"Cybergibbons" from PentestPartners has done a teardown of W3W in 2021 on twitter. It was very spicy and the takeaway was not that it is just ugly implementation as some here suggest, but flawed by design:
I can understand overlooking homophones, but plurals was just stupid.
Someone came up with a clever idea, and clearly they had some math/cipher skills. But w3w clearly had no linguists on staff. Even Wordle did a better job filtering their word list.
Though with some of the words being so lengthy and linguistically complex, they would have been better moving to a four word system and assuring simpler words that was better filtered.
Interesting that the researchers didn’t analyze W3W directly because it would violate their ToS, but instead constructed their own word list. I would think that this sort of criticism of a technology used by the government (for emergency services) would be acceptable, similar to “fair use” in the US.
Edit: it looks like the list itself is not even available, they would have had to reverse-engineer the app, so using a synthetic list makes more sense.
There's a reverse engineering of What3Words from a few years ago floating around out there called "What Free Words". It includes what claims to be their word list.
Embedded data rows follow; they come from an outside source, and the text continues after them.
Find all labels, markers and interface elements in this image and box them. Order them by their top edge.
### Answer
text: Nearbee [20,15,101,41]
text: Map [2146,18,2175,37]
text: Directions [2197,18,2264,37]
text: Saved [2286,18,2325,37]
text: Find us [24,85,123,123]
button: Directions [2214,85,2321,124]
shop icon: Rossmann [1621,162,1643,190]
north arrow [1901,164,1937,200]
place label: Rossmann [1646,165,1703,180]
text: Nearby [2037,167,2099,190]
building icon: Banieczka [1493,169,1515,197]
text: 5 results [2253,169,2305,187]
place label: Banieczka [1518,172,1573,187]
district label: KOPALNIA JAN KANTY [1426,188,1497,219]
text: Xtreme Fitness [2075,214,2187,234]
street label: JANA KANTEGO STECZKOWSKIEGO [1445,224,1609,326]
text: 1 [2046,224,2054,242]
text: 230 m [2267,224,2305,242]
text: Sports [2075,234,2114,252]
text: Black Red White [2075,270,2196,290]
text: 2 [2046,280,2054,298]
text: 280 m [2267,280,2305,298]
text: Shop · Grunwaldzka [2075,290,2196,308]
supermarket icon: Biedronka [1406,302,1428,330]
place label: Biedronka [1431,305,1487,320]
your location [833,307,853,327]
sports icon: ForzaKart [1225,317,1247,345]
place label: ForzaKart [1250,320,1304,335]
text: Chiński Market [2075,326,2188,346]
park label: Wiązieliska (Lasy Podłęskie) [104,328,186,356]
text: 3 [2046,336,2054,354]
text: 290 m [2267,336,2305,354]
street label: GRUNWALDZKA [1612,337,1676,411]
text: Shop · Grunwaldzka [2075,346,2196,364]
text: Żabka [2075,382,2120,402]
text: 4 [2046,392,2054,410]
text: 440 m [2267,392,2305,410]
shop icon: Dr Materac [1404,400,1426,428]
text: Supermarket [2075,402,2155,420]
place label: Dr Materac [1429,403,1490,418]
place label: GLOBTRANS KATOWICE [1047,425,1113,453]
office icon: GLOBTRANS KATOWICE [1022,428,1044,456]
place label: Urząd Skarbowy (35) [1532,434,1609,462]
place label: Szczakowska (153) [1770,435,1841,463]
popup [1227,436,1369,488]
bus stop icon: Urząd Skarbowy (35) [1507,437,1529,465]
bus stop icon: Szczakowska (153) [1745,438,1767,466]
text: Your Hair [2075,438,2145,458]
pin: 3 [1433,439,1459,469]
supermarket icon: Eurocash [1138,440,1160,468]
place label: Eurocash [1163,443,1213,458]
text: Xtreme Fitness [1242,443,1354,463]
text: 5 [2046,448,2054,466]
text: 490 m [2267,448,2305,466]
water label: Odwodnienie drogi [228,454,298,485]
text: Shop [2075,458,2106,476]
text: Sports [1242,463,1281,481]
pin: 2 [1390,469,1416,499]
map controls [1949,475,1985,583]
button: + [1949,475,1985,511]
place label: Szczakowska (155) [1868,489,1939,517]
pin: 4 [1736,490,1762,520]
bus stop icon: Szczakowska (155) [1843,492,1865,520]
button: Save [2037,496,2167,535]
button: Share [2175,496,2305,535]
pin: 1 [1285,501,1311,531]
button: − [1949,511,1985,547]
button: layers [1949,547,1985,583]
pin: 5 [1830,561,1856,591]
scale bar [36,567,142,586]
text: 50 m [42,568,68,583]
I imagine the researcher is familiar with this but has chosen not to include it in their research.
(W3W is very aggressive about pursuing possibly spurious IP claims to remove any trace of What Free Words. In the past, even mentioning it in a comment like this is enough to attract a DMCA complaint.)
It's interesting because I'm fairly sure that work has already been done. Even without criticising the geocoding itself, the fact that there are singlular/plural pairs in the word list along with easily-confusable homophones says a lot about the product.
It's worth noting that some huge limitations/risks of W3W are there because of the flaws in their word list choice, so if you're analyzing a different wordlist, you explicitly aren't looking at a big source of problems.
I volunteered in SAR for five years, and the topic of W3W would occasionally come up.
For me, it’s just already damn hard to make sure you can hear numbers correctly over the radio. In marginal conditions, it’s a hell of a lot easier to use numbers (and requires less time due to not having to repeat or ask for clarification).
Do I really want to be trying to say “arrows.midst.senses” over a handheld radio?
Especially since "arrows.midst.senses" and "arrow.midst.senses" are two different locations, and if you mishear it as "arrows.midst.sends", that's yet another different valid location.
Really, there's all the research done (since the invention of early radio?) on what makes a phonetic alphabet or phonetic code usable in noisy conditions, and instead W3W effectively plants a field of rakes in front of blindfolded people.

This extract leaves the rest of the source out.